(Stored records)

# # #

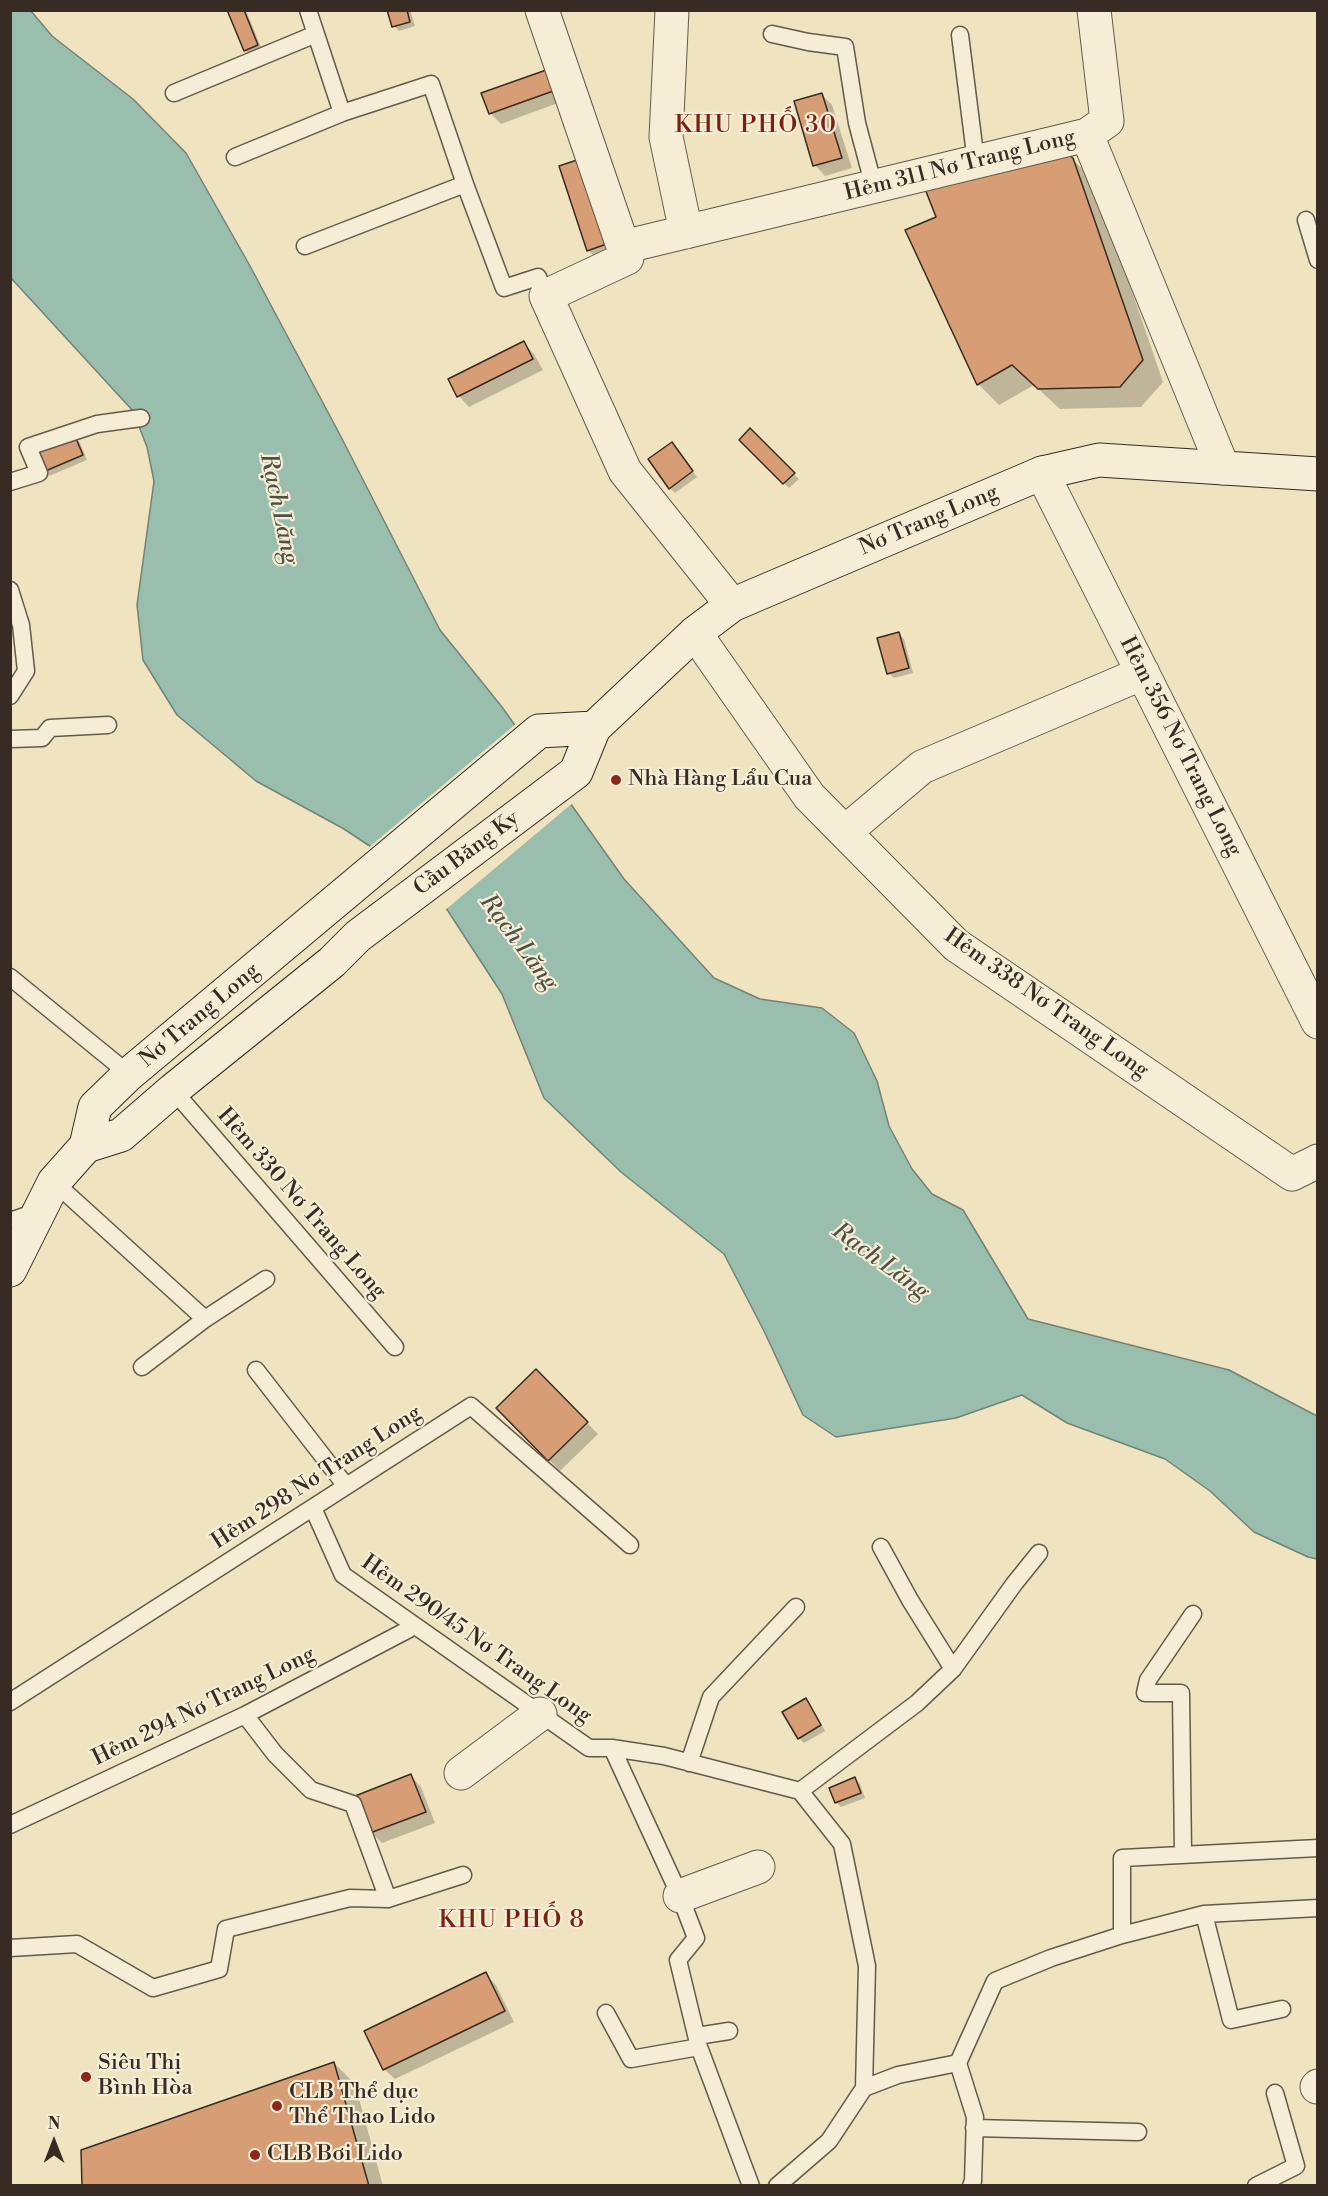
<!DOCTYPE html>
<meta charset="utf-8">
<style>
body{margin:0}
#map{position:relative;width:1328px;height:2196px;overflow:hidden;background:#efe3c0;font-family:"Libre Bodoni",serif}
canvas{display:block}
.frame{position:absolute;inset:0;border:12px solid #372b23;pointer-events:none}
.north{position:absolute;left:24px;top:2112px;width:60px;height:60px;-webkit-text-stroke:4px #f5edd6;paint-order:stroke;rotate:0deg;font-size:16px;font-weight:700;line-height:24px;text-align:center;color:#372b23}
.north::after{content:'';display:block;margin:auto;width:21px;height:27px;background:#372b23;clip-path:polygon(50% 0,100% 100%,50% 72%,0 100%)}
</style>
<div id="map">
<canvas width="1328" height="2196"></canvas>
<div class="frame"></div>
<div class="north">N</div>
</div>
<script>
const c = document.querySelector('canvas').getContext('2d');
c.lineJoin = 'round';
function paint(path, color) { c.fillStyle = color; c.fill(path, 'evenodd'); }
const poly = rows => new Path2D(rows.map(r => 'M' + r).join(''));
function stroke(path, color, width, dash) { c.strokeStyle = color; c.lineWidth = width; c.lineCap = dash ? 'butt' : 'round'; c.setLineDash(dash || []); c.stroke(path); }
function drawText(font, color, halo, rows, align = 'center') {
  c.font = font + ' "Libre Bodoni",serif'; c.lineWidth = 4.5; c.setLineDash([]); c.textBaseline = 'middle'; c.strokeStyle = halo; c.fillStyle = color; for (const [text, x, y, turn = 0] of rows) {
    c.save(); c.translate(x, y); c.rotate((+turn || 0) * Math.PI / 180); c.textAlign = isNaN(turn) ? turn : align; if (halo) c.strokeText(text, 0, 0); c.fillText(text, 0, 0); c.restore();
  }
}
const water = poly([
 [11,11,31,11,52,36,133,99,186,153,250,266,338,431,440,630,502,707,624,879,714,978,760,999,822,1008,854,1033,877,1081,889,1126,912,1169,932,1194,963,1210,1028,1319,1229,1370,1317,1416,1317,1559,1308,1557,1254,1532,1210,1491,1165,1459,1067,1423,1022,1395,956,1418,836,1437,803,1415,764,1331,724,1254,621,1172,544,1098,502,994,433,888,344,829,256,781,177,715,143,660,137,605,154,481,147,447,133,411,11,278,11,11]
]);
const pier = poly([
 [517,723,574,802,444,911,431,890,368,848]
]);
const shadow = poly([
 [229,10,246,10,262,50,250,55,245,50],
 [389,10,410,10,415,26,399,31,394,26],
 [549,71,566,100,501,124,490,113],
 [821,94,832,105,852,168,825,176,815,165],
 [1072,159,1094,180,1163,382,1141,407,1060,409,1034,385,999,405,978,384],
 [561,167,624,252,599,261,588,250],
 [524,343,534,354,543,370,469,407,459,396],
 [750,431,799,479,789,488,741,440],
 [75,438,80,443,87,460,49,476,44,471],
 [676,449,697,477,675,493,670,488],
 [899,634,904,639,913,673,894,678,889,673],
 [536,1371,598,1434,560,1471,498,1408],
 [806,1700,811,1705,825,1731,804,1743,799,1738],
 [411,1776,421,1787,435,1823,382,1843,371,1832],
 [855,1779,860,1784,865,1798,841,1807,836,1802],
 [485,1974,496,1985,514,2022,395,2079,384,2069],
 [334,2063,355,2084,383,2186,83,2186]
]);
const building = poly([
 [227,10,244,10,258,45,244,51,227,10],
 [387,10,407,10,410,22,392,27,387,10],
 [549,69,556,90,489,114,481,93,549,69],
 [822,93,842,158,813,166,794,101,822,93],
 [1053,144,1073,158,1143,360,1120,387,1038,389,1012,365,977,385,905,230,936,217,920,176,1053,144],
 [586,157,615,241,587,251,559,166,586,157],
 [524,341,533,359,457,397,448,379,524,341],
 [750,428,795,473,783,484,739,440,750,428],
 [75,436,83,455,43,472,35,453,75,436],
 [672,442,693,471,669,489,648,459,672,442],
 [899,632,909,668,887,674,877,638,899,632],
 [536,1369,588,1422,548,1461,496,1408,536,1369],
 [806,1698,821,1725,798,1739,782,1712,806,1698],
 [411,1774,426,1812,370,1833,355,1796,411,1774],
 [855,1777,861,1793,835,1803,829,1788,855,1777],
 [486,1972,505,2011,383,2070,364,2031,486,1972],
 [334,2062,369,2186,82,2186,81,2150,334,2062]
]);
const lane = poly([
 [308,10,342,113,431,84,465,184,504,288,538,277,546,296],
 [772,34,808,42,845,47,857,123,874,187],
 [960,35,976,162],
 [174,93,316,34],
 [235,157,342,113],
 [1306,220,1318,260],
 [305,246,465,184],
 [10,482,39,473,28,447,97,424,141,418],
 [10,590,21,625,26,671,10,696],
 [10,739,42,738,50,728,108,725],
 [10,977,129,1074],
 [173,1090,395,1347],
 [54,1182,205,1319],
 [10,1221,36,1212],
 [142,1367,205,1319,266,1279],
 [256,1370,346,1486],
 [313,1508,343,1575,589,1748,612,1748,680,1896,696,1938,678,1960,699,2047,751,2186],
 [881,1547,910,1600,953,1669],
 [10,1702,471,1406,630,1545],
 [245,1715,275,1754,311,1790,353,1804,388,1899],
 [612,1748,664,1756,800,1791,917,1703,953,1669,1014,1584,1039,1553],
 [689,1763,711,1697,796,1607],
 [10,1825,245,1715,415,1626],
 [1183,1854,1181,1693,1145,1693,1148,1680,1193,1614],
 [1204,1914,1231,2020,1282,2009],
 [1122,1935,1122,1858,1318,1848],
 [10,1948,77,1944,153,1988,219,1969,226,1929,350,1898,388,1899,463,1875],
 [606,2013,631,2059,699,2047],
 [697,2036,729,2031],
 [864,2088,898,2075,958,2063],
 [974,2128,1138,2132],
 [777,2186,829,2141,864,2088,867,1966,842,1844,800,1791],
 [971,2186,973,2181,975,2117,958,2063,995,1981,1051,1958,1122,1935,1204,1914,1318,1908],
 [1256,2186,1296,2166,1275,2093]
]);
const street = poly([
 [542,10,627,258,546,296,625,471,732,605],
 [672,10,666,137,686,232],
 [1087,135,1223,468],
 [623,247,1087,135,1107,121,1094,10],
 [1042,473,1318,1022],
 [695,633,809,796,956,945,1292,1174,1318,1161],
 [845,832,922,767,1143,673],
 [461,1773,540,1714],
 [680,1896,758,1867],
 [1317,2087,1318,2086]
]);
const secondary = poly([
 [86,1146,121,1135,173,1090,332,962,358,936,576,772,594,728,695,633,732,605,1042,473,1099,460,1318,474],
 [10,1270,54,1182,86,1146,95,1107,129,1074,539,731,594,728]
]);
const markers = [
 [616,780,6,"#8f2418"],
 [86,2077,6,"#8f2418"],
 [277,2106,6,"#8f2418"],
 [255,2155,6,"#8f2418"]
];
const streetNames = [
 ["Hẻm 311 Nơ Trang Long",960,166,-14],
 ["Nơ Trang Long",929,521,-23],
 ["Hẻm 356 Nơ Trang Long",1180,747,63],
 ["Cầu Băng Ky",467,854,-37],
 ["Hẻm 338 Nơ Trang Long",1046,1004,35],
 ["Nơ Trang Long",200,1016,-40],
 ["Hẻm 330 Nơ Trang Long",301,1204,49],
 ["Hẻm 298 Nơ Trang Long",317,1478,-33],
 ["Hẻm 290/45 Nơ Trang Long",476,1640,35],
 ["Hẻm 294 Nơ Trang Long",204,1707,-26]
];
const poiNames = [
 ["Nhà Hàng Lẩu Cua",628,780],
 ["Siêu Thị",98,2064],
 ["Bình Hòa",98,2089],
 ["CLB Thể dục",289,2093],
 ["Thể Thao Lido",289,2118],
 ["CLB Bơi Lido",267,2155]
];
const neighbourhoodNames = [
 ["KHU PHỐ 30",756,126],
 ["KHU PHỐ 8",512,1921]
];
const waterNames = [
 ["Rạch Lăng",278,509,78],
 ["Rạch Lăng",518,943,53],
 ["Rạch Lăng",880,1262,36]
];
paint(water, '#9abead');
stroke(water, '#728376', 1.5);
paint(pier, '#efe3c0');
paint(shadow, '#0003');
paint(building, '#d79d75');
stroke(building, '#372b23', 1.5);
stroke(lane, '#65594a', 19);
stroke(street, '#65594a', 35);
stroke(secondary, '#372b23', 35);
stroke(lane, '#f5edd6', 16);
stroke(street, '#f5edd6', 33);
stroke(secondary, '#f5edd6', 33);
for (const [x, y, r, color] of markers) { const dot = new Path2D(); dot.arc(x, y, r, 0, 2 * Math.PI); c.fillStyle = color; c.fill(dot); stroke(dot, '#f5edd6', 2); }
drawText('22px', '#372b23', '#f5edd6', streetNames);
drawText('22px', '#372b23', '#f5edd6', poiNames, 'left');
c.letterSpacing = '1.5px';
drawText('24px', '#7a1f14', '#f5edd6', neighbourhoodNames);
c.letterSpacing = '0px';
drawText('italic 24px', '#505046', '#f5edd6', waterNames);
</script>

# # #

YOUR TASK: Only the lines from the one containing "paint(shadow, '#0003');" through the final line above should be duplicated, exactly as they stand.

TASK ANSWER:
paint(shadow, '#0003');
paint(building, '#d79d75');
stroke(building, '#372b23', 1.5);
stroke(lane, '#65594a', 19);
stroke(street, '#65594a', 35);
stroke(secondary, '#372b23', 35);
stroke(lane, '#f5edd6', 16);
stroke(street, '#f5edd6', 33);
stroke(secondary, '#f5edd6', 33);
for (const [x, y, r, color] of markers) { const dot = new Path2D(); dot.arc(x, y, r, 0, 2 * Math.PI); c.fillStyle = color; c.fill(dot); stroke(dot, '#f5edd6', 2); }
drawText('22px', '#372b23', '#f5edd6', streetNames);
drawText('22px', '#372b23', '#f5edd6', poiNames, 'left');
c.letterSpacing = '1.5px';
drawText('24px', '#7a1f14', '#f5edd6', neighbourhoodNames);
c.letterSpacing = '0px';
drawText('italic 24px', '#505046', '#f5edd6', waterNames);
</script>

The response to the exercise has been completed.